The Best Day for Resolution Makers

Today has arrived. December 31. The eve of a better you: a more fit, healthier-eating, spiritually-renewed, organized, and independent you. Or … hear me out – maybe just “you.”

Every year I make these commitments to myself. And every year I fail at more than one of them. Don’t get me wrong, I am still making the commitment to changing these very things about myself. I don’t exercise; I’ve joined a committed fitness group with a committed coach. I will have the support to stay motivated. Plus I have a cute swim-suit I haven’t worn in two years. I’ve already programmed my alarm to get me up early to exercise.

I have been lackluster in my faith. I’ve blamed God, my church, the school, and even friends for that. It’s not on any of them. I own this, so I have to fix it. I will start with what I deem is the core for fixing it—God. My path is to include regular attendance to my church. I am fortunate that my priest has been routinely in touch with my angst without knowing it; so I trust God and the Holy Spirit that this will be true and my anger and hurt can be healed. But it can’t unless I make the effort, too.

I always consider myself unorganized. I have learned in the past year that is not the case; not at all. I am rather pleased that I don’t have to think about that this year. On the heels of that, though, is the sad realization that that resolve has been replaced by this realization: I am sloppy and lazy. I don’t mean that I am not neat and clean. I am. I mean that the pile of papers sitting on my desk, or that stack of mail sitting on my counter, just sits there (sloppy). I mean that those appointments I need to track (and request leave-time for) need to be entered in my calendar and acted on (lazy). My resolve is to actually use follow-through and do these things.

Now for my big reveal: these resolutions are daily/weekly/monthly, every year, all year. These are not reserved as new-year’s resolutions for me. This is who I am, who I want to be, and my constant goal. I am okay with that. In the last few weeks, while I was preparing for The Big Day to better myself, I finally released guilt and angst over being a little “less” than others.* I have decided that constantly wanting to better myself is not a bad thing. My active resolve will be my faith-walk. I have to fix that because for me that is the core of fixing/having will-power/being confident in all my other betterment goals.

Now for the last item mentioned in my first paragraph: independence.
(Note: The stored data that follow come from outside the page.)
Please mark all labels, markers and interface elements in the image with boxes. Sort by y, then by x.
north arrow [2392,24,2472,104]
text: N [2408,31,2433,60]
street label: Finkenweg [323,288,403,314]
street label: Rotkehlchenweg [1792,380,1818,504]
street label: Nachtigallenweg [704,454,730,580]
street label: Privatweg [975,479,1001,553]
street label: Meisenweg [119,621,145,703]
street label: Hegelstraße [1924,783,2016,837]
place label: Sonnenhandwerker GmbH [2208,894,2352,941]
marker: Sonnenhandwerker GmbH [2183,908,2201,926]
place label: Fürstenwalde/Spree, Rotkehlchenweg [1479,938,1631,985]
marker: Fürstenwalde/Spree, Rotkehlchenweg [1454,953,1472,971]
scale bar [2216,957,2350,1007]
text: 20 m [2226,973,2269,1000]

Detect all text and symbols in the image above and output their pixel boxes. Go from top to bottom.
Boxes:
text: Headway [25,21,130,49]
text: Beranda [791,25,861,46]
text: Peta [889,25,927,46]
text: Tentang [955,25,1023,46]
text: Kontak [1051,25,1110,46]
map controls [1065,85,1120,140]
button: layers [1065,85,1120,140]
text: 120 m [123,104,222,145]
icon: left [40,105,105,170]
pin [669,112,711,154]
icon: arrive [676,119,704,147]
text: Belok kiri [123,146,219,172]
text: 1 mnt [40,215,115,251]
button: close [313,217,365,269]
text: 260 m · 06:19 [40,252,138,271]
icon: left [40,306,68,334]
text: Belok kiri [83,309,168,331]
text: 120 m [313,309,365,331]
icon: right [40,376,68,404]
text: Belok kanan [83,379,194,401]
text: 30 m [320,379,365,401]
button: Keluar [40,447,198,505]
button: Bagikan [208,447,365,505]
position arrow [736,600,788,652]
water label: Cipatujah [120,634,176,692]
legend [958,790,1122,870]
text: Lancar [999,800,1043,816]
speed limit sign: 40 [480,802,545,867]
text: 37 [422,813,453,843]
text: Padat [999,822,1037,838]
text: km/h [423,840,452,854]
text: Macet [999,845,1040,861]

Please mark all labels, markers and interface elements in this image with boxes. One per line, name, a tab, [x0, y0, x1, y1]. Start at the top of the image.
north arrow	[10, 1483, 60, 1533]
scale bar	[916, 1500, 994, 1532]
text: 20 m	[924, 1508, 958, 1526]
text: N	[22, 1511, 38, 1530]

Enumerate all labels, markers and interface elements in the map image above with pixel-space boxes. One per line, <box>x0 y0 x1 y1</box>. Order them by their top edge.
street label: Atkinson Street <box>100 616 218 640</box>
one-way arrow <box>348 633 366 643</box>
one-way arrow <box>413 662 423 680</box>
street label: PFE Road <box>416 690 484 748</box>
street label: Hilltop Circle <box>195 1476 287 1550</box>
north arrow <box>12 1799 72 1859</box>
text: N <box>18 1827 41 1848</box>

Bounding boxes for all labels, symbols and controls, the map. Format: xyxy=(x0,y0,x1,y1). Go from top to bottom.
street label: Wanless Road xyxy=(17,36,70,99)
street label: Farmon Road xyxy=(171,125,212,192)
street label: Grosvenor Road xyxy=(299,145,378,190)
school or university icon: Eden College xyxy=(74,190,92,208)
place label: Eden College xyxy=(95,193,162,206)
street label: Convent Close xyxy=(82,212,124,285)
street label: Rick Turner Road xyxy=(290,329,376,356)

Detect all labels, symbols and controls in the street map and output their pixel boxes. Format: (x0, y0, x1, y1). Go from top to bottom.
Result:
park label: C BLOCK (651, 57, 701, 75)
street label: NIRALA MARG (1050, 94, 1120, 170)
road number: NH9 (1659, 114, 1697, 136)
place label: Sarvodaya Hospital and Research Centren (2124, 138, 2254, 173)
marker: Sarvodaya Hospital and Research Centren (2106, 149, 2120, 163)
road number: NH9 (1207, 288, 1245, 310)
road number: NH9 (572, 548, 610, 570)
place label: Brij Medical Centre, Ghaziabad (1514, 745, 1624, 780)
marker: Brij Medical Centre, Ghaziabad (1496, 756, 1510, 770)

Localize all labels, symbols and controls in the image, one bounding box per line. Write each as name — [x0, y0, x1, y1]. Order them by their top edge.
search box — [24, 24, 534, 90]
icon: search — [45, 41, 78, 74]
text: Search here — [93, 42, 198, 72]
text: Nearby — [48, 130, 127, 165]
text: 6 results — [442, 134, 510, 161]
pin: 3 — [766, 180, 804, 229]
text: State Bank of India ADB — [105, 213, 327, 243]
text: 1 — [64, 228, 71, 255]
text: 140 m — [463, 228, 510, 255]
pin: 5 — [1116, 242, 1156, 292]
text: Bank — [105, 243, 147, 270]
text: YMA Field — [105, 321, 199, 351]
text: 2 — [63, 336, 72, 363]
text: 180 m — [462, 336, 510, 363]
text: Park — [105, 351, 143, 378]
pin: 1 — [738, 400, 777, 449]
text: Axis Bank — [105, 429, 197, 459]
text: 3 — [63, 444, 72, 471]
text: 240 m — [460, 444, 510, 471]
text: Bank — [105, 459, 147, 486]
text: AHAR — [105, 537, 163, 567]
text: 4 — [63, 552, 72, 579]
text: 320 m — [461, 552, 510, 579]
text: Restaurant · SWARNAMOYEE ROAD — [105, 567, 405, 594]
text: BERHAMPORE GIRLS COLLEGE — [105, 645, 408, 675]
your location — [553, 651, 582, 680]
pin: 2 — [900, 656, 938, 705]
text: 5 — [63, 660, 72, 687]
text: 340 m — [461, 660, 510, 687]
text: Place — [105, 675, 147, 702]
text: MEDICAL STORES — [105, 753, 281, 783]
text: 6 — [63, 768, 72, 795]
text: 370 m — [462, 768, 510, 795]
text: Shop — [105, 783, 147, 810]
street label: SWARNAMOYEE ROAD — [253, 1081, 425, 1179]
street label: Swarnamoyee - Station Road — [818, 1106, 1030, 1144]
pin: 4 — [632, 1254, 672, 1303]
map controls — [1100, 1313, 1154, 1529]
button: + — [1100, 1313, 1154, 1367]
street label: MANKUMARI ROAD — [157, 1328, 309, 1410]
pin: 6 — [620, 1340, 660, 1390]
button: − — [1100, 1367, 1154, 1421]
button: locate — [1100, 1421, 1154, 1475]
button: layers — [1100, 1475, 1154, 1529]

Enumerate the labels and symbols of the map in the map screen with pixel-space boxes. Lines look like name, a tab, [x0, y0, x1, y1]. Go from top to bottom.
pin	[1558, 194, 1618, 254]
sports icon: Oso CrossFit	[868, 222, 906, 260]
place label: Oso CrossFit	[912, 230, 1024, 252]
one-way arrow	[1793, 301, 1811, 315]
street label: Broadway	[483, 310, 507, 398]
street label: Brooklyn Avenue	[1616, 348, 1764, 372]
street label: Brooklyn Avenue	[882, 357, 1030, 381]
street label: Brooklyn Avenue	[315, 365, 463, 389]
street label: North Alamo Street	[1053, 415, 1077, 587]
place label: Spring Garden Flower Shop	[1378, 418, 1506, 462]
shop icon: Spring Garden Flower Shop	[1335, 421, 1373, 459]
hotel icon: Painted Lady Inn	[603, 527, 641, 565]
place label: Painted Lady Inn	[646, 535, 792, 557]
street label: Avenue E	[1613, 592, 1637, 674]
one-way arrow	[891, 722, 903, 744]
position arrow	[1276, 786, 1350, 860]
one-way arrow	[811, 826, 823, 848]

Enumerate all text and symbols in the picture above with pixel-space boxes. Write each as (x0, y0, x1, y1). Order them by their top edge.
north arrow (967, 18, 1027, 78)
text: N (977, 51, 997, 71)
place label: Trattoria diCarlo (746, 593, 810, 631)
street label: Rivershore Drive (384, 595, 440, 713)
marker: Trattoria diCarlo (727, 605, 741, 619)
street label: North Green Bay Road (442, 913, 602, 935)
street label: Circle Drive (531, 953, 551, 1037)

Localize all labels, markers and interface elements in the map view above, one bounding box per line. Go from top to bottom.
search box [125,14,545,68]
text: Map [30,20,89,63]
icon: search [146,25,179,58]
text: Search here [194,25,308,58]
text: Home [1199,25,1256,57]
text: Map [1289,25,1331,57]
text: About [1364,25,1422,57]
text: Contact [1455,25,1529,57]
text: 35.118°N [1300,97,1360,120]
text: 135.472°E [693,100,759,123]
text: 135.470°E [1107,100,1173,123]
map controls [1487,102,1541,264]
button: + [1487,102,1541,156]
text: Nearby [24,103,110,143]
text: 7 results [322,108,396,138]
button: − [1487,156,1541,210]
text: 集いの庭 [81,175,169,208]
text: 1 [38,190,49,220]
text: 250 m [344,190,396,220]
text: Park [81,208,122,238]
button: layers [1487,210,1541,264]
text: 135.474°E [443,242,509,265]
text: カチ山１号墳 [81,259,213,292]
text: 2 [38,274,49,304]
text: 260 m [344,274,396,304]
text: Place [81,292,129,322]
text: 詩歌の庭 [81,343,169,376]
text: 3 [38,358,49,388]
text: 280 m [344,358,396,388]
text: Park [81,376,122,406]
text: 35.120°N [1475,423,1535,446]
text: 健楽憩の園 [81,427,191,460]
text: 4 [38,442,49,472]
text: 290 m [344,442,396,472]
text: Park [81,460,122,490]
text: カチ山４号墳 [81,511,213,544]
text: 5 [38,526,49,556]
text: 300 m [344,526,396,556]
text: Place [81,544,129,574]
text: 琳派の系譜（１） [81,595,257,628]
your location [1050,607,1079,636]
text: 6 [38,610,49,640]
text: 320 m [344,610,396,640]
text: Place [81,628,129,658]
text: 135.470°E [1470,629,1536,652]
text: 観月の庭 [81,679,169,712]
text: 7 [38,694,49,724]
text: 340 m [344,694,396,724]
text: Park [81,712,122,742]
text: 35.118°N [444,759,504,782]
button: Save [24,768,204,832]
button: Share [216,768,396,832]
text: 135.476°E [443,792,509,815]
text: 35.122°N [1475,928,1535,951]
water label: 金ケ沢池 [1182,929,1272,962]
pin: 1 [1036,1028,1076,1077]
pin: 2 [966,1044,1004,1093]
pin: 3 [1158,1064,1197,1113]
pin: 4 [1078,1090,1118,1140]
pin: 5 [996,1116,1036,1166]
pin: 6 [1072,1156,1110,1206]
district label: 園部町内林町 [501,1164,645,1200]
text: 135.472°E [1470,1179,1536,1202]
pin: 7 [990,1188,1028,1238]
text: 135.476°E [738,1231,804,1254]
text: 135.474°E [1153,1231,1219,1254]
Overall, in supporting myself and my daughters, I am independent. I have fully grasped the day-to-day, self- and family-sufficient tasks needed to be independent and a provider. No, my independence for me is to be true to myself.

Therefore, this year I resolve to:

  • put God first and stop being faithfully-stubborn.
  • be true to myself; realize it’s good and healthy for me, and a great example to my daughters, to take care of my needs so I can be strong for myself and others. In that order.
  • forgive myself for not being everything for everybody; for not being who others want me to be, for being a gloriously-failing human, and letting others own their reactions to that.
  • say no. Unequivocally, clearly, and without explanation: No. (I am not going to explain why I want to say no. I don’t have to. No.)
  • to get my funny back. I miss my sense of humor and wit. I don’t even care if that’s arrogant to say. I am a funny person and I miss that about me.

 

* I do not truly think I am less than anyone, but do find myself wishing I had his will-power; her confidence, etc.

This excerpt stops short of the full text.